IZUN/MIZAN (lit. balance in Hebrew&Arabic): A Film and Dialogue Series will be a presentation of a series of films focusing on the Israeli/Palestinian conflict and the creation of opportunities for interfaith dialogue and learning after each screening.
All too often, the contemporary conflicts between Israelis and Palestinians, and between Jews and Muslims, in the Middle East are reduced to simple caricatures; proposed solutions are often one-sided formulae; and the communities that have a vital stake in the issues are often polarized. IZUN/MIZAN is born of the conviction that the medium of film is particularly well-suited to unearthing many layers of complexity and bringing viewers to new vantage points in a short period of time.
IZUN/MIZAN will offer a selection of carefully curated films preceded by an introduction with study questions. The films presented in this series will be chosen for their artistic quality, for their ability to deepen the participants’ understanding of the complexity of the middle-east conflict in Israel/Palestine and function as segues into inclusive dialogue in the post-film viewing experience.
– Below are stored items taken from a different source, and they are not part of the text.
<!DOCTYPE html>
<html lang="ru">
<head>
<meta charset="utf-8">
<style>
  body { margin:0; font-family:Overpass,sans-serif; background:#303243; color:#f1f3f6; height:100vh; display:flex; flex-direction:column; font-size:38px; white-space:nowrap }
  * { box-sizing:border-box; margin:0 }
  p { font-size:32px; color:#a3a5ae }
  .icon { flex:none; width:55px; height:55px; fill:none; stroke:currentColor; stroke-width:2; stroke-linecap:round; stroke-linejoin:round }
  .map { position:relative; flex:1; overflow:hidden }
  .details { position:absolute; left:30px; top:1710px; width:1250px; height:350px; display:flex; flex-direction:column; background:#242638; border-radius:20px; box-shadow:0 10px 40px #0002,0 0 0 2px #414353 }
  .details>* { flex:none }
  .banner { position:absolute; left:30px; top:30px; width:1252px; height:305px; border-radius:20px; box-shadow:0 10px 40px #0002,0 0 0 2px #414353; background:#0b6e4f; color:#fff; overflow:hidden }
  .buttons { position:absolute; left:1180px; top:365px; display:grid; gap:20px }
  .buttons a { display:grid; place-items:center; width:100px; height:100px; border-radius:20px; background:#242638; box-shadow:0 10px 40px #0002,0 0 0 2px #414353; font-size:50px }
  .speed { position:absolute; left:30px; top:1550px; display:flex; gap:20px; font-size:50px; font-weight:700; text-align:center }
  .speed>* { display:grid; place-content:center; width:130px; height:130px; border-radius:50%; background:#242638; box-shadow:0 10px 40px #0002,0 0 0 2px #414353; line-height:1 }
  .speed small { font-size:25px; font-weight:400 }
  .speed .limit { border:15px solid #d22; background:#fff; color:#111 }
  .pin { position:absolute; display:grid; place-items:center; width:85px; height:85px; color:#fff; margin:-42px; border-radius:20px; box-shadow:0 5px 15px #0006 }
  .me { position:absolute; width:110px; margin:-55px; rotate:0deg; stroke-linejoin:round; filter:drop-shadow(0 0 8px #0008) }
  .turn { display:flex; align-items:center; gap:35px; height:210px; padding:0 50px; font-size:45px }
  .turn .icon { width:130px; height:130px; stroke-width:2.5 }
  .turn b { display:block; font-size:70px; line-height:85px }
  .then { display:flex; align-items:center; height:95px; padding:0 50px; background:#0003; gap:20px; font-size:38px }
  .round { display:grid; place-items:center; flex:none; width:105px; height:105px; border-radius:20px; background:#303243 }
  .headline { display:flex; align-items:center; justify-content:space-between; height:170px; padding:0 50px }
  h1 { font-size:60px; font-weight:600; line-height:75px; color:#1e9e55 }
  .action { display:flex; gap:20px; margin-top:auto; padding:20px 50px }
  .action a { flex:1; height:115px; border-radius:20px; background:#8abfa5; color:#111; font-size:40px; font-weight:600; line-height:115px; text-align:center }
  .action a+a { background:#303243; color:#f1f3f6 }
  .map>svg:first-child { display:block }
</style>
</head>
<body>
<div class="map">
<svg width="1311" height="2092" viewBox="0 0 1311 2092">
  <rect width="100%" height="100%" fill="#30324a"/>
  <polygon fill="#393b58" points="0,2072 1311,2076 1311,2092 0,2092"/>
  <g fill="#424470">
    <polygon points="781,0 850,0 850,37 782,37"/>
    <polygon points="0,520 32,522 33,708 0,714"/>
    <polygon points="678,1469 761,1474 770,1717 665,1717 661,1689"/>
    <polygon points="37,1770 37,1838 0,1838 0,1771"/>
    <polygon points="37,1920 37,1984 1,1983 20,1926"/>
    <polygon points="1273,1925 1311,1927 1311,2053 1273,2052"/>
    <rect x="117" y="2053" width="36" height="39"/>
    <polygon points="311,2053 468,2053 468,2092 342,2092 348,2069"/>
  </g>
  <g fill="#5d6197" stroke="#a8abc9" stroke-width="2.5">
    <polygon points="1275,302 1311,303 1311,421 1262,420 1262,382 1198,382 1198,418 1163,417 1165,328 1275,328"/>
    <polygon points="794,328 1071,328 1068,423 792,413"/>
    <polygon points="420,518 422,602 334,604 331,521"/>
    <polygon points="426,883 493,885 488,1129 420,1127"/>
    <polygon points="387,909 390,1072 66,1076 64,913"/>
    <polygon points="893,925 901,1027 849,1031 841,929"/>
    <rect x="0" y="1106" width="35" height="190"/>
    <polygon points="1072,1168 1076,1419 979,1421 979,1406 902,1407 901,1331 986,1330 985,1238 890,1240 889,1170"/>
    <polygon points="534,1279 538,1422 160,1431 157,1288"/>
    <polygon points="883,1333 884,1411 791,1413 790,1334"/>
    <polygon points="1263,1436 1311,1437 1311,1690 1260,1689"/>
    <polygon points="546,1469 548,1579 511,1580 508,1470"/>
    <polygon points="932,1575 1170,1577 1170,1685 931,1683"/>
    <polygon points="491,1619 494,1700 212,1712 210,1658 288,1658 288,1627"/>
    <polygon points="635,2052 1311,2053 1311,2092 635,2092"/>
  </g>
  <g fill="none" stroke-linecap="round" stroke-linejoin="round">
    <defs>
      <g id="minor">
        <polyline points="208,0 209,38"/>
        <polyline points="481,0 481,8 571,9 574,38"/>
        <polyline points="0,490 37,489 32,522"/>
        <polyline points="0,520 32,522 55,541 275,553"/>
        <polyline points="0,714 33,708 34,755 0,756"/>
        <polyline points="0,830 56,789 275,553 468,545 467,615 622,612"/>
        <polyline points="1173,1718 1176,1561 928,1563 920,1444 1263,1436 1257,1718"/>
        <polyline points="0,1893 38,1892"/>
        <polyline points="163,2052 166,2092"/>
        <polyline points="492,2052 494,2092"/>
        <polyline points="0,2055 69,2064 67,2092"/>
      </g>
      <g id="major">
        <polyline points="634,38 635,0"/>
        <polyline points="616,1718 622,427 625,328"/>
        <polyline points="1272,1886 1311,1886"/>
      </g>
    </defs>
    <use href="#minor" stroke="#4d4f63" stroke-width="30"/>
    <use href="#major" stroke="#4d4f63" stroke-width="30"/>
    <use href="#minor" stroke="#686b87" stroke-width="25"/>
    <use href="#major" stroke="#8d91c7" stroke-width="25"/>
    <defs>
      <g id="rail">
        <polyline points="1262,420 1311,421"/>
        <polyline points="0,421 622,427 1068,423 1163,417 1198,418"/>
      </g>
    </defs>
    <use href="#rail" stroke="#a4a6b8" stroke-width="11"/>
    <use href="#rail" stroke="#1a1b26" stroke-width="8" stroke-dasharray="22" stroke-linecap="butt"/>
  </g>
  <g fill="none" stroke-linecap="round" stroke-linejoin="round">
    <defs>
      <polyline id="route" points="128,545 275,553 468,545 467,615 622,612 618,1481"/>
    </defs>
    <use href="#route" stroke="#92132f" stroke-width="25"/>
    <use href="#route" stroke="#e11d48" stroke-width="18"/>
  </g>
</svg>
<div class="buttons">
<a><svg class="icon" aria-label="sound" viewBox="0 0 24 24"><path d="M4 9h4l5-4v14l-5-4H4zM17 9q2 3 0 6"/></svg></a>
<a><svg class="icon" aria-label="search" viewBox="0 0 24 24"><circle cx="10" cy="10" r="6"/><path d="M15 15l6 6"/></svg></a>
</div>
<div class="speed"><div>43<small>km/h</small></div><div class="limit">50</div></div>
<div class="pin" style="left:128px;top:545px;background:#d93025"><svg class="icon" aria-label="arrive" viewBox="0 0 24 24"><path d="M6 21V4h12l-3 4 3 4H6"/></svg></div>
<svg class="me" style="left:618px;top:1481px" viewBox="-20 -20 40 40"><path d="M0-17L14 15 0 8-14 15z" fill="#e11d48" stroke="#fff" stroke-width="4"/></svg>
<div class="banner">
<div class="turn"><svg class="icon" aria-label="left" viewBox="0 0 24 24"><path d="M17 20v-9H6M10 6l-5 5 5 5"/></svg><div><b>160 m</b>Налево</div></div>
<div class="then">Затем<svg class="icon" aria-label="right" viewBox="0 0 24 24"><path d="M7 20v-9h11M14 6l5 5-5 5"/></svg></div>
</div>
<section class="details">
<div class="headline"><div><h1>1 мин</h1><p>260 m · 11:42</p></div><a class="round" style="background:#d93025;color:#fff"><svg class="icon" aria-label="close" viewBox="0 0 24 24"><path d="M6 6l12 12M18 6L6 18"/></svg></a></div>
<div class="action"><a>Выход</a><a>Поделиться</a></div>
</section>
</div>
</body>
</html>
Current research suggests that college campuses are particularly polarized places when it comes to Israel. Because the popular views on college campuses are often extreme ones, both anti-Israel groups and the mainstream Jewish community marginalize and isolate those seeking to formulate a more nuanced approach. Our experience with college students in the Twin Cities confirms this.
On a recent visit to Macalester College, we met with students who described to us two events that happened on campus last year. One was a program that encouraged the consideration of a moderate view on the Israeli/Palestinian conflict. The event was very poorly attended. The other was with a Dr. Hajo Meyer, who drew from his experience as a Holocaust survivor to frame his understanding of the Israeli-Palestinian conflict, suggesting similarities between Israelis and Nazis in their treatment of Palestinians and Jews respectively. The house was packed with students and community members. The students with whom we met expressed frustration with the most popular programming being that which espouses extreme views on the conflict, while opportunities for true dialogue are scarce. After receiving the description of IZUN/MIZAN, the students told us that this project was exactly what they are looking for: a place to have a rational and safe discussion of feelings and beliefs around the conflict that does not devolve into a political debate. Sara Sandmel, a student at Macalester, writes: “As a notoriously liberal campus with a taste for extremes, Macalester is very much in need of programming around the Israeli/Palestinian conflict that attempts to address its complexities and nuances. This film series is a great opportunity to get students looking at and talking about both sides of the conflict, and thinking about it from different angles than I have seen presented on campus.”
The audience for the series will be anyone concerned with the conflict in the Middle East. Outreach will be to Jews, Muslims and Christians, college students, members of the interfaith communities of the Twin Cities.